Items listed in a dataset
______

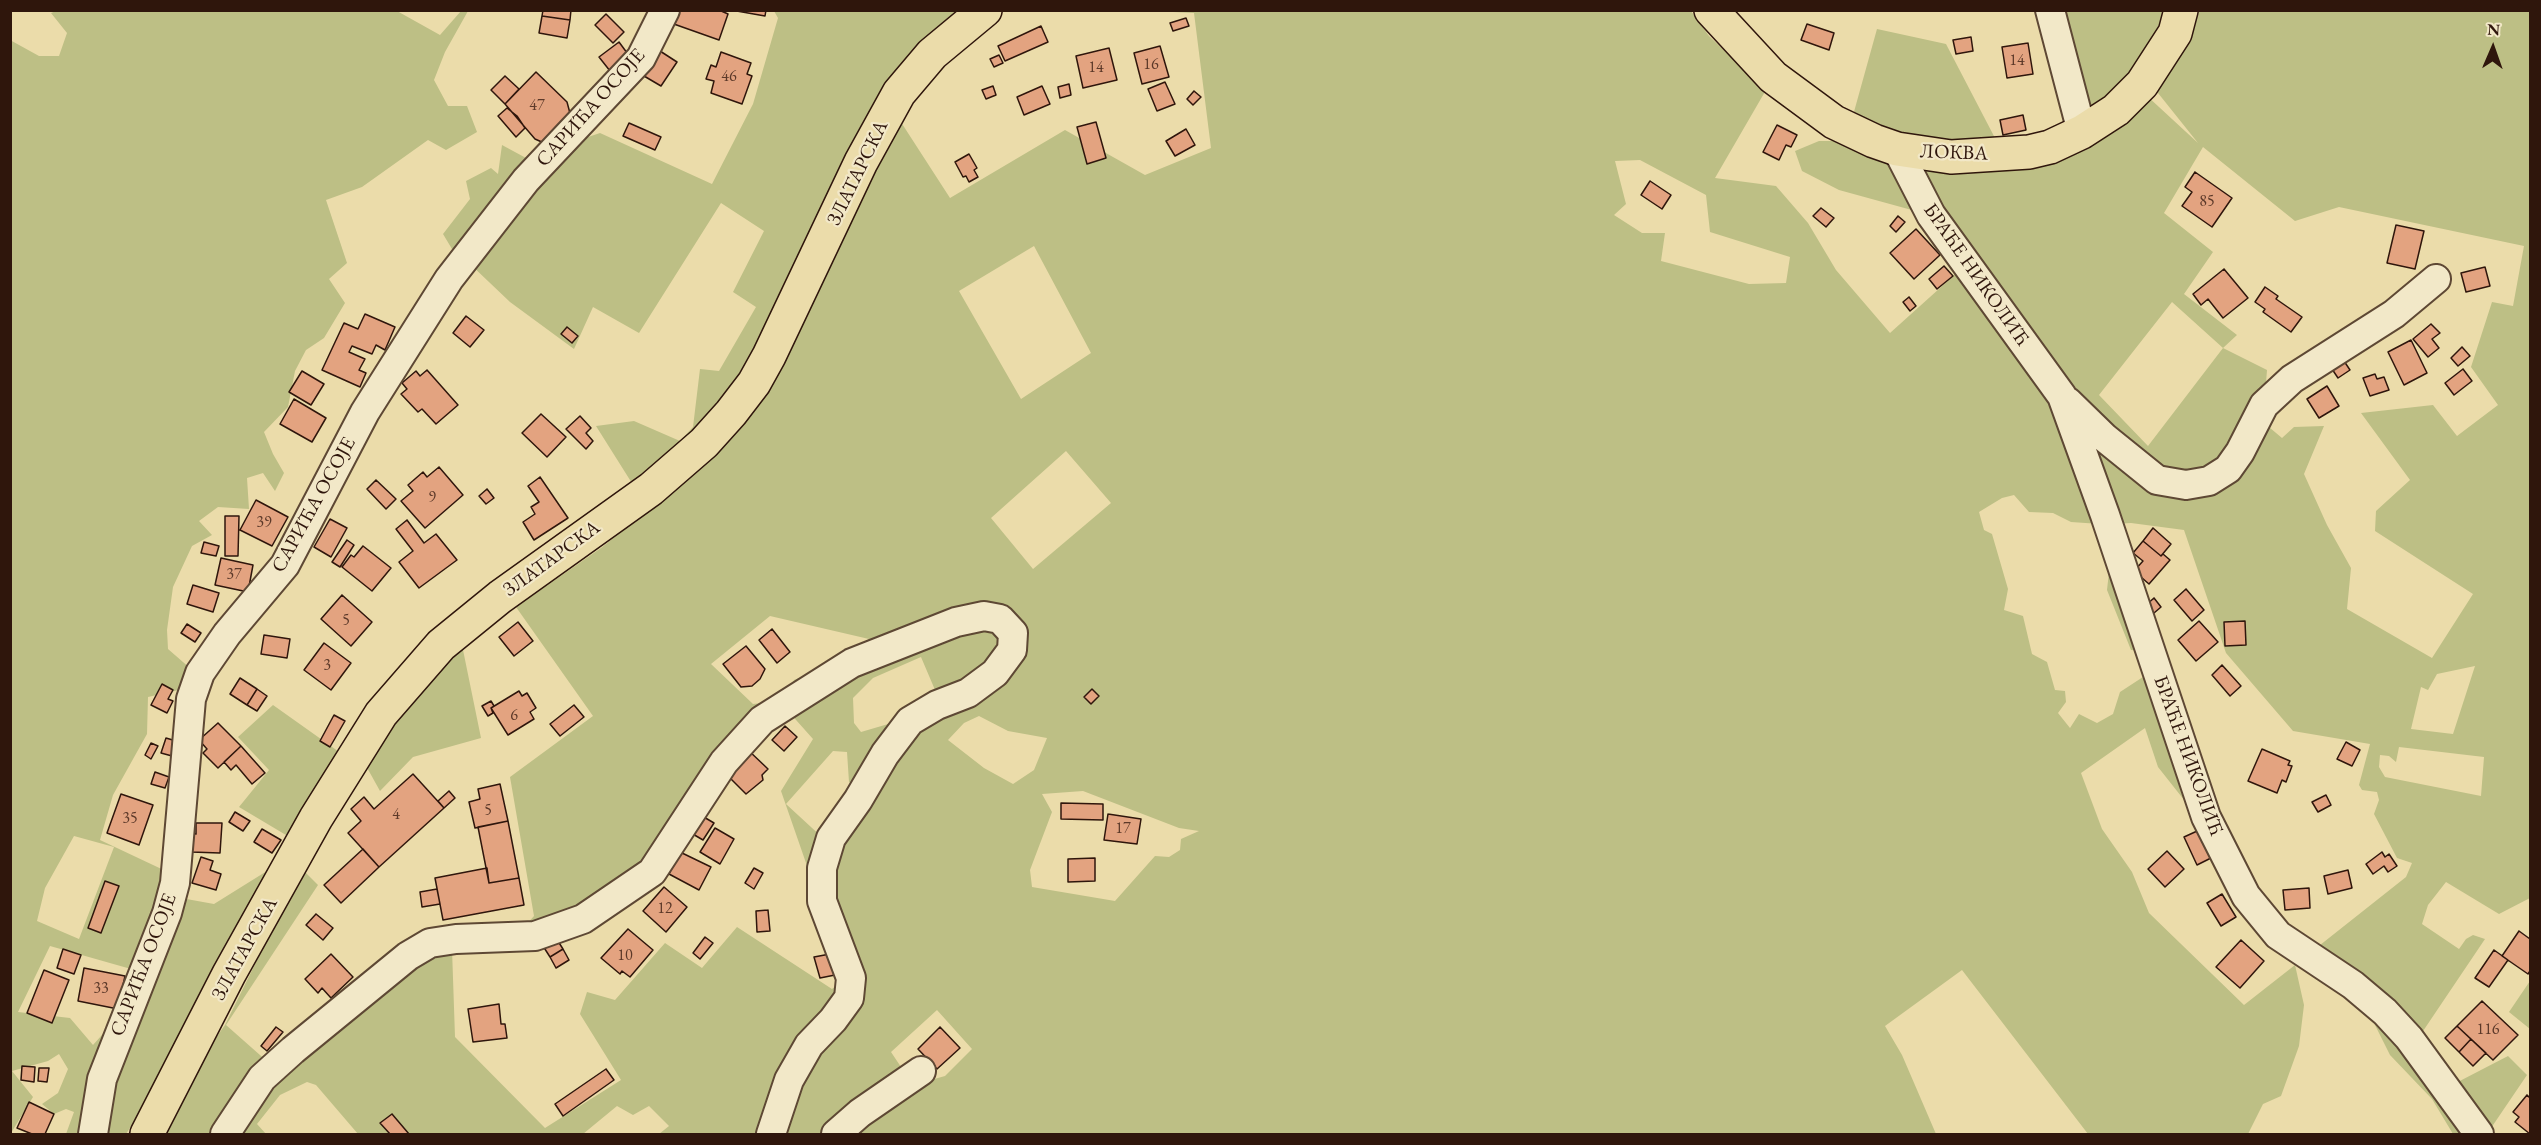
<!DOCTYPE html>
<html>
<head>
<meta charset="utf-8">
<style>
	body { margin:0 }
	#map { position:relative; width:2541px; height:1145px; overflow:hidden; background:#ebdcaa; font-family:"EB Garamond",serif }
	canvas { display:block }
	.frame { position:absolute; inset:0; border:12px solid #2f160c; pointer-events:none }
	.north { position:absolute; left:2463px; top:18px; width:60px; height:60px; -webkit-text-stroke:4px #f2e8c8; paint-order:stroke; rotate:2deg; font-size:16px; font-weight:700; line-height:24px; text-align:center; color:#2f160c }
	.north::after { content:''; display:block; margin:auto; width:21px; height:27px; background:#2f160c; clip-path:polygon(50% 0,100% 100%,50% 72%,0 100%) }
</style>
</head>
<body>
<div id="map">
<canvas width="2541" height="1145"></canvas>
<div class="frame"></div>
<div class="north">N</div>
</div>
<script>
const c = document.querySelector('canvas').getContext('2d');
c.lineJoin = 'round';
function fillPath(path, color) {
  c.fillStyle = color;
  c.fill(path, 'evenodd');
}
function toPath(rows) {
  const path = new Path2D();
  for (const r of rows) {
    path.moveTo(r[0], r[1]);
    for (let i = 2; i < r.length; i += 2) path.lineTo(r[i], r[i + 1]);
  }
  return path;
}
function stroke(path, color, width, dash) {
  c.strokeStyle = color;
  c.lineWidth = width;
  c.lineCap = dash ? 'butt' : 'round';
  c.setLineDash(dash || []);
  c.stroke(path);
}
function label(font, color, halo, rows, align = 'center') {
  c.font = font + ' "EB Garamond",serif';
  c.lineWidth = 4.5;
  c.setLineDash([]);
  c.textBaseline = 'middle';
  c.strokeStyle = halo;
  c.fillStyle = color;
  for (const [text, x, y, turn = 0] of rows) {
    c.save();
    c.translate(x, y);
    c.rotate((+turn || 0) * Math.PI / 180);
    c.textAlign = isNaN(turn) ? turn : align;
    if (halo) c.strokeText(text, 0, 0);
    c.fillText(text, 0, 0);
    c.restore();
  }
}
fillPath(toPath([
	[56,11,397,11,440,35,461,11,468,11,445,52,434,80,448,106,467,106,477,132,446,150,428,140,362,187,326,200,347,263,329,279,345,303,324,338,306,350,295,371,288,407,264,432,273,454,284,473,275,491,263,473,247,478,249,509,218,507,199,521,212,535,192,546,173,587,167,630,168,649,191,669,188,688,148,697,147,734,113,795,100,840,170,873,131,969,50,946,18,1012,70,1018,93,1045,117,1018,94,1134,66,1134,74,1112,66,1109,54,1114,42,1104,58,1093,68,1069,59,1054,48,1061,12,1071,33,1097,11,1133,10,40,39,56,59,56,67,33,51,13],
	[74,836,114,847,79,939,37,921,45,888],
	[774,11,968,11,944,31,740,388,635,488,596,426,634,421,680,441,693,427,700,369,719,371,756,307,733,292,764,231,721,203,639,333,593,307,574,349,510,302,469,263,455,254,443,234,470,199,466,181,491,168,498,174,502,145,526,158,600,133,712,184,753,104,778,18],
	[1152,11,1691,11,1709,36,1766,90,1715,178,1776,186,1808,223,1836,270,1890,333,1960,270,1919,212,1839,190,1802,171,1795,151,1819,141,1842,141,2029,161,2146,95,2198,143,2154,88,2195,11,2530,11,2530,898,2499,914,2446,882,2428,905,2422,924,2459,949,2466,939,2473,935,2485,939,2417,1040,2452,1085,2508,1056,2527,1075,2489,1131,2491,1134,2453,1134,2432,1099,2390,1055,2373,1021,2345,996,2310,953,2406,877,2412,863,2397,858,2374,814,2379,800,2377,792,2362,790,2359,785,2370,744,2293,731,2226,653,2184,530,2131,523,2114,524,2156,651,2131,650,2107,590,2110,563,2100,524,2071,522,2053,513,2029,512,2014,495,2002,498,1979,512,1984,530,1992,534,2008,589,2004,610,2023,616,2032,654,2047,662,2055,690,2065,691,2066,702,2058,713,2070,728,2079,714,2097,723,2113,714,2120,692,2143,677,2170,694,2192,810,2158,767,2145,728,2081,773,2102,829,2132,872,2149,913,2244,1005,2295,965,2304,1005,2299,1046,2281,1096,2263,1104,2248,1134,2088,1134,1962,970,1885,1026,1902,1055,1936,1134,659,1134,669,1126,649,1106,633,1115,617,1106,583,1134,358,1134,316,1085,307,1082,280,1095,257,1124,266,1134,159,1134,202,1057,225,1025,302,869,318,885,226,1025,269,1063,389,960,526,925,534,916,510,777,593,716,516,607,601,548,694,473,759,399,897,116,950,198,1065,130,1145,175,1211,148,1194,13],
	[2203,147,2295,221,2339,207,2524,246,2513,306,2492,302,2471,367,2498,405,2457,436,2433,405,2361,413,2410,480,2376,511,2375,531,2473,594,2432,658,2347,609,2351,568,2327,525,2304,474,2324,426,2294,427,2282,438,2263,422,2267,370,2223,348,2237,335,2184,294,2213,252,2164,213],
	[1640,160,1706,195,1710,232,1790,257,1786,283,1749,284,1661,261,1665,233,1642,233,1614,215,1626,204,1615,161],
	[1034,246,1091,353,1021,399,959,291],
	[2172,302,2223,348,2148,446,2099,395],
	[1066,451,1111,503,1033,569,991,518],
	[770,616,869,639,825,667,794,680,780,701,753,704,711,664],
	[921,657,938,697,895,722,861,732,854,723,853,698,873,678],
	[2475,666,2453,734,2411,729,2421,687,2428,690,2437,674],
	[780,702,813,739,781,791,846,978,832,989,737,927,702,968,665,943,615,1000,587,992,580,1014,621,1080,545,1128,455,1037,452,949,587,925,644,867],
	[979,716,1008,731,1047,738,1034,770,1013,784,984,768,948,740,964,723],
	[2399,747,2484,757,2481,796,2385,777,2379,767,2380,755,2389,756,2396,762],
	[833,751,847,752,849,782,858,789,824,839,786,804],
	[1083,791,1179,828,1199,831,1181,839,1180,850,1169,857,1155,856,1115,901,1032,887,1030,870,1052,812,1042,794],
	[937,1010,972,1049,945,1076,913,1085,891,1052],
	[2056,11,2171,11,2145,63,2087,117],
	[1877,29,1946,44,1996,140,1922,142,1852,119],
	[462,645,481,738,413,757,380,791,365,764,410,698],
	[273,705,342,754,296,841,239,807,269,770,238,737],
	[283,861,199,1019,126,1134,107,1134,108,1116,117,1078,181,898,214,904],
	[2530,981,2530,1029,2509,1012]
]), '#bdbf85');
const building = toPath([
	[543,10,571,10,570,20,542,16,543,10],
	[675,10,719,10,728,14,719,40,671,23,675,10],
	[731,10,766,10,765,16,731,10],
	[606,14,624,32,613,43,595,25,606,14],
	[542,16,570,20,567,38,539,33,542,16],
	[1186,18,1189,26,1173,31,1170,23,1186,18],
	[1807,24,1834,33,1829,50,1801,40,1807,24],
	[1041,26,1048,42,1005,61,998,46,1041,26],
	[1971,37,1973,51,1956,54,1953,40,1971,37],
	[619,42,633,61,614,76,599,57,619,42],
	[2028,43,2033,74,2007,78,2002,47,2028,43],
	[1160,46,1169,77,1142,84,1134,53,1160,46],
	[1109,48,1117,80,1083,88,1076,56,1109,48],
	[660,51,677,62,661,86,644,76,660,51],
	[721,52,751,63,747,74,752,76,742,104,711,93,714,81,706,79,711,65,716,67,721,52],
	[999,55,1003,63,994,67,990,59,999,55],
	[536,72,567,102,571,117,544,143,535,139,505,104,536,72],
	[505,76,519,89,505,104,491,90,505,76],
	[1165,82,1175,104,1157,111,1148,89,1165,82],
	[1069,84,1071,95,1060,98,1058,87,1069,84],
	[993,86,996,95,986,99,982,90,993,86],
	[1042,86,1050,104,1024,115,1017,97,1042,86],
	[1194,91,1201,97,1193,105,1187,99,1194,91],
	[507,108,517,116,525,128,516,137,498,116,507,108],
	[2023,115,2026,130,2003,135,2000,120,2023,115],
	[1096,122,1106,158,1087,164,1077,127,1096,122],
	[629,123,661,137,655,150,623,136,629,123],
	[1777,125,1797,135,1791,147,1786,145,1779,160,1763,152,1777,125],
	[1186,129,1195,145,1175,156,1166,141,1186,129],
	[969,154,977,168,974,170,978,177,969,182,966,176,963,177,955,162,969,154],
	[2195,172,2232,198,2212,227,2182,206,2192,192,2185,187,2195,172],
	[1650,181,1671,195,1662,209,1641,195,1650,181],
	[1821,208,1834,218,1826,227,1813,216,1821,208],
	[1898,216,1905,222,1896,232,1890,226,1898,216],
	[2396,225,2424,231,2415,269,2387,263,2396,225],
	[1916,229,1940,255,1914,279,1890,253,1916,229],
	[1944,266,1953,276,1937,289,1929,279,1944,266],
	[2485,267,2490,286,2466,292,2461,273,2485,267],
	[2224,269,2248,298,2223,318,2208,299,2201,305,2193,294,2224,269],
	[2265,287,2278,296,2276,299,2302,317,2291,332,2263,312,2265,309,2255,302,2265,287],
	[1909,297,1916,306,1910,311,1903,302,1909,297],
	[365,314,395,327,385,350,376,345,372,354,352,346,349,352,365,359,359,370,366,373,360,387,322,370,344,323,358,329,365,314],
	[466,316,484,330,470,347,453,333,466,316],
	[2431,324,2440,333,2432,339,2439,348,2428,357,2413,339,2431,324],
	[567,327,578,336,572,343,561,334,567,327],
	[2411,340,2427,373,2404,385,2388,352,2411,340],
	[2462,347,2470,356,2458,366,2451,358,2462,347],
	[2342,358,2350,370,2338,378,2330,366,2342,358],
	[2463,369,2472,381,2454,395,2445,383,2463,369],
	[427,370,458,405,436,424,422,409,418,412,401,394,407,389,402,383,416,371,420,376,427,370],
	[302,371,324,384,311,405,289,392,302,371],
	[2375,374,2377,379,2384,377,2389,390,2370,396,2363,378,2375,374],
	[2327,386,2339,406,2319,418,2307,399,2327,386],
	[294,399,326,418,312,442,280,424,294,399],
	[541,414,566,437,547,457,522,433,541,414],
	[580,416,591,428,586,433,593,441,586,449,566,429,580,416],
	[439,467,463,495,425,528,401,501,413,491,408,485,423,472,427,477,439,467],
	[540,477,568,518,534,540,523,522,535,514,531,507,539,502,528,486,540,477],
	[376,480,396,499,386,509,367,489,376,480],
	[487,489,494,498,486,504,479,496,487,489],
	[256,500,288,517,272,546,240,530,256,500],
	[225,516,239,516,238,556,225,556,225,516],
	[330,519,347,528,331,557,314,547,330,519],
	[407,520,424,543,436,534,457,560,419,588,399,562,413,551,396,529,407,520],
	[2153,528,2171,544,2161,556,2143,541,2153,528],
	[347,540,354,545,340,567,332,562,347,540],
	[2143,541,2161,556,2163,554,2170,560,2149,584,2134,571,2143,561,2133,553,2143,541],
	[204,542,219,546,216,556,201,553,204,542],
	[363,546,391,568,372,591,342,567,351,555,354,557,363,546],
	[221,558,253,565,248,592,215,585,221,558],
	[193,585,219,593,213,612,187,604,193,585],
	[2186,589,2204,610,2192,621,2174,600,2186,589],
	[342,595,372,622,351,646,321,619,342,595],
	[2154,598,2161,607,2154,613,2146,605,2154,598],
	[2199,621,2218,642,2196,661,2178,640,2199,621],
	[2245,621,2246,645,2225,646,2224,622,2245,621],
	[518,622,533,641,514,656,499,637,518,622],
	[187,624,201,633,195,642,181,633,187,624],
	[772,629,790,652,777,663,759,640,772,629],
	[264,635,290,639,287,658,261,654,264,635],
	[324,643,351,663,331,690,304,670,324,643],
	[746,646,765,669,760,679,752,686,741,687,723,664,746,646],
	[2222,665,2241,686,2230,696,2212,675,2222,665],
	[240,678,257,689,247,705,230,694,240,678],
	[162,684,173,690,168,699,173,701,167,713,151,705,162,684],
	[257,689,267,696,257,711,247,705,257,689],
	[1092,689,1099,696,1091,704,1084,697,1092,689],
	[519,691,522,696,527,693,536,708,530,712,534,719,508,735,491,708,519,691],
	[491,701,494,706,491,708,493,713,488,716,482,706,491,701],
	[574,705,584,717,560,736,550,724,574,705],
	[334,715,345,721,330,747,320,741,334,715],
	[218,723,241,746,218,768,203,753,207,749,199,740,218,723],
	[785,726,797,737,784,751,772,740,785,726],
	[166,738,176,741,172,756,161,753,166,738],
	[2346,742,2360,750,2352,766,2337,759,2346,742],
	[151,743,158,746,151,759,145,755,151,743],
	[241,746,265,773,252,784,236,765,231,770,224,762,241,746],
	[747,749,768,769,762,775,763,780,746,794,724,772,747,749],
	[2262,749,2290,761,2288,765,2292,766,2286,782,2282,780,2277,793,2248,781,2262,749],
	[155,772,169,777,165,788,151,784,155,772],
	[413,774,444,808,379,867,348,833,361,821,351,809,364,797,374,809,413,774],
	[500,784,508,821,475,828,469,802,480,799,478,789,500,784],
	[449,791,455,798,444,808,438,801,449,791],
	[121,794,153,805,139,845,107,833,121,794],
	[2326,795,2331,805,2318,812,2312,802,2326,795],
	[1061,803,1103,804,1103,820,1061,819,1061,803],
	[235,812,250,821,243,831,229,822,235,812],
	[697,813,714,823,703,840,686,830,697,813],
	[1108,814,1141,819,1137,844,1104,840,1108,814],
	[508,821,519,878,489,883,478,827,508,821],
	[196,823,222,823,220,853,191,852,191,833,196,834,196,823],
	[2206,827,2219,854,2197,865,2184,837,2206,827],
	[715,828,734,839,720,864,700,852,715,828],
	[262,829,281,840,272,853,254,842,262,829],
	[363,849,379,867,341,903,324,885,363,849],
	[2167,851,2184,869,2165,887,2148,869,2167,851],
	[680,852,711,867,699,890,669,874,680,852],
	[2382,852,2385,857,2389,854,2397,866,2388,872,2384,866,2373,874,2366,864,2382,852],
	[201,857,213,861,210,870,221,874,216,890,192,883,201,857],
	[1095,858,1095,881,1068,882,1068,859,1095,858],
	[487,868,489,883,519,878,524,905,443,920,435,878,487,868],
	[754,868,763,873,754,889,745,883,754,868],
	[2348,870,2352,888,2328,894,2324,876,2348,870],
	[105,881,119,886,101,933,88,928,105,881],
	[664,887,687,907,666,932,643,911,664,887],
	[2309,888,2310,908,2285,910,2283,890,2309,888],
	[437,889,440,904,422,907,420,892,437,889],
	[2222,894,2236,917,2221,926,2207,903,2222,894],
	[768,910,770,931,757,932,756,911,768,910],
	[316,914,333,928,323,940,306,925,316,914],
	[628,929,653,950,630,977,622,971,620,974,601,958,628,929],
	[2519,931,2530,939,2530,971,2528,974,2502,956,2519,931],
	[705,937,713,943,700,959,693,953,705,937],
	[556,938,563,949,550,957,543,946,556,938],
	[2241,940,2264,961,2240,988,2216,967,2241,940],
	[63,949,81,955,74,974,57,968,63,949],
	[563,949,569,960,556,968,550,957,563,949],
	[2494,950,2508,960,2489,987,2475,978,2494,950],
	[331,954,353,977,331,998,322,988,318,993,305,979,331,954],
	[830,954,835,975,820,978,814,957,830,954],
	[84,968,125,976,118,1009,78,1001,84,968],
	[44,970,69,980,52,1023,27,1013,44,970],
	[2482,1001,2518,1035,2493,1060,2457,1026,2482,1001],
	[499,1004,501,1024,505,1024,507,1038,473,1042,468,1009,499,1004],
	[2457,1026,2471,1039,2459,1052,2445,1038,2457,1026],
	[276,1027,283,1032,267,1051,261,1046,276,1027],
	[940,1027,960,1048,937,1069,918,1049,940,1027],
	[2471,1039,2486,1053,2473,1066,2459,1052,2471,1039],
	[22,1066,35,1067,34,1082,21,1080,22,1066],
	[39,1068,49,1068,47,1082,38,1081,39,1068],
	[606,1069,614,1080,563,1116,555,1104,606,1069],
	[2527,1095,2530,1098,2530,1134,2515,1122,2519,1117,2513,1112,2527,1095],
	[29,1102,54,1114,45,1134,32,1134,17,1128,29,1102],
	[392,1114,409,1134,390,1134,380,1123,392,1114]
]);
fillPath(building, '#e3a380');
stroke(building, '#2f160c', 1.5);
const minor = toPath([
	[2050,10,2082,132],
	[1897,149,1931,215,2062,396,2105,515,2206,817,2246,896,2278,935,2353,985,2385,1012,2409,1038,2479,1134],
	[2068,402,2105,438,2157,480,2186,485,2209,481,2228,469,2240,452,2264,405,2292,379,2394,314,2436,279],
	[93,1134,102,1079,167,913,175,883,191,699,200,673,227,634,285,565,365,412,449,279,526,180,641,58,665,10],
	[225,1134,262,1078,293,1050,408,956,430,943,456,939,535,936,583,919,652,872,724,762,762,720,852,663,956,622,984,616,1000,619,1013,633,1012,650,995,673,968,693,937,705,910,721,885,754,858,800,831,838,822,868,822,901,851,978,849,998,833,1020,809,1045,789,1080,771,1134],
	[836,1134,860,1113,921,1071]
]);
const major = toPath([
	[1711,10,1773,77,1834,122,1874,141,1897,149,1951,157,2029,152,2050,147,2082,132,2116,110,2142,84,2175,33,2181,10],
	[147,1134,229,974,316,818,381,714,441,645,500,597,651,489,704,443,731,413,754,383,769,356,861,162,899,93,932,54,985,10]
]);
stroke(minor, '#5e4834', 32);
stroke(major, '#2f160c', 36);
stroke(minor, '#f2e8c8', 28);
stroke(major, '#ebdcaa', 33);
label('16px', '#5c3929', null, [
	["14",2017,61],
	["16",1151,65],
	["14",1096,68],
	["46",729,77],
	["47",537,106],
	["85",2207,202],
	["9",432,498],
	["39",264,523],
	["37",234,575],
	["5",346,621],
	["3",327,666],
	["6",514,716],
	["5",488,811],
	["4",396,815],
	["35",130,819],
	["17",1123,829],
	["12",665,909],
	["10",625,956],
	["33",101,989],
	["116",2488,1030]
]);
label('20px', '#2f160c', '#f2e8c8', [
	["САРИЋА ОСОЈЕ",591,108,-48],
	["ЛОКВА",1954,153,2],
	["ЗЛАТАРСКА",858,173,-64],
	["БРАЋЕ НИКОЛИЋ",1976,275,55],
	["САРИЋА ОСОЈЕ",314,505,-61],
	["ЗЛАТАРСКА",552,559,-36],
	["БРАЋЕ НИКОЛИЋ",2188,756,70],
	["ЗЛАТАРСКА",245,949,-61],
	["САРИЋА ОСОЈЕ",144,965,-69]
]);
</script>
</body>
</html>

______

The task:
Copy, from the lines above, each one that holds "const".

Result below:
const c = document.querySelector('canvas').getContext('2d');
  const path = new Path2D();
  for (const r of rows) {
  for (const [text, x, y, turn = 0] of rows) {
const building = toPath([
const minor = toPath([
const major = toPath([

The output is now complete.